Reproduce the records that follow without alteration, apart from removing the pictures.

PROVIDED RECORDS |
★ ★ ★ ★
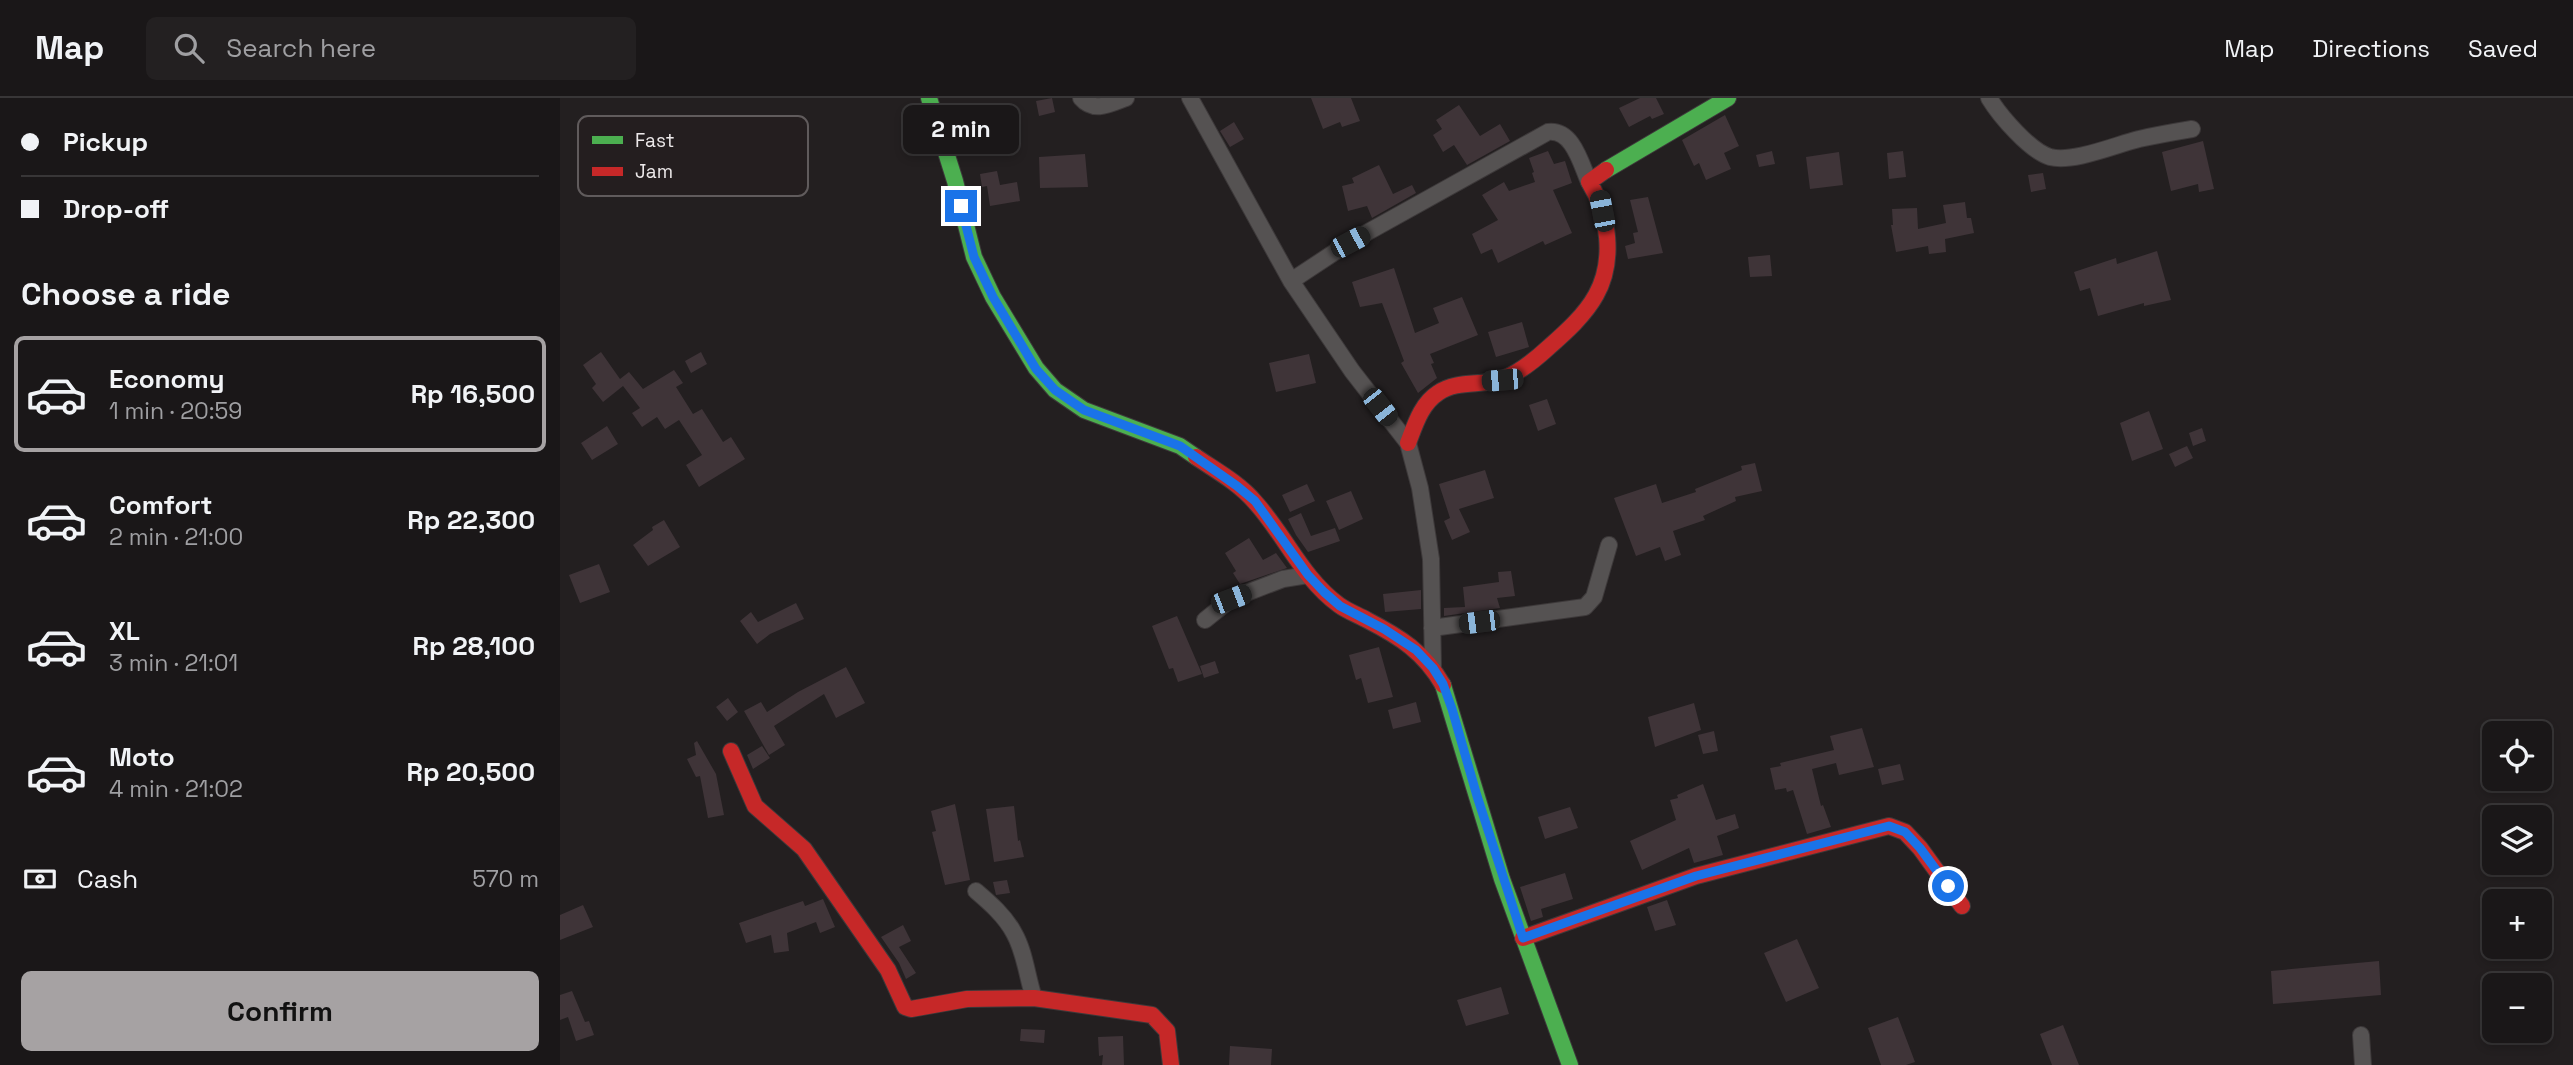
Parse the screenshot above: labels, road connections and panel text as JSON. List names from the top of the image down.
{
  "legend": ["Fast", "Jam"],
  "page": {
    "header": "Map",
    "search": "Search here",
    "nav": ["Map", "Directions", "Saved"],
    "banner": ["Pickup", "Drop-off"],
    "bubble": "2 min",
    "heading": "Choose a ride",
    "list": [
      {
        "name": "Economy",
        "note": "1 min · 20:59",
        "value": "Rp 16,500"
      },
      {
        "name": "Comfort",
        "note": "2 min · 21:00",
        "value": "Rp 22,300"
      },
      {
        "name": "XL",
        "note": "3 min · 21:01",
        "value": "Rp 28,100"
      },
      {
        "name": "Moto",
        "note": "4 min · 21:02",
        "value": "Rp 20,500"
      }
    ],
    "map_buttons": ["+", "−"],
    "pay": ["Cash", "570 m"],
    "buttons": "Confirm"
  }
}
★ ★ ★ ★
ANSWER SECTION |
Parse the screenshot above: labels, road connections and panel text as JSON. List names from the top of the image down.
{
  "legend": ["Fast", "Jam"],
  "page": {
    "header": "Map",
    "search": "Search here",
    "nav": ["Map", "Directions", "Saved"],
    "banner": ["Pickup", "Drop-off"],
    "bubble": "2 min",
    "heading": "Choose a ride",
    "list": [
      {
        "name": "Economy",
        "note": "1 min · 20:59",
        "value": "Rp 16,500"
      },
      {
        "name": "Comfort",
        "note": "2 min · 21:00",
        "value": "Rp 22,300"
      },
      {
        "name": "XL",
        "note": "3 min · 21:01",
        "value": "Rp 28,100"
      },
      {
        "name": "Moto",
        "note": "4 min · 21:02",
        "value": "Rp 20,500"
      }
    ],
    "map_buttons": ["+", "−"],
    "pay": ["Cash", "570 m"],
    "buttons": "Confirm"
  }
}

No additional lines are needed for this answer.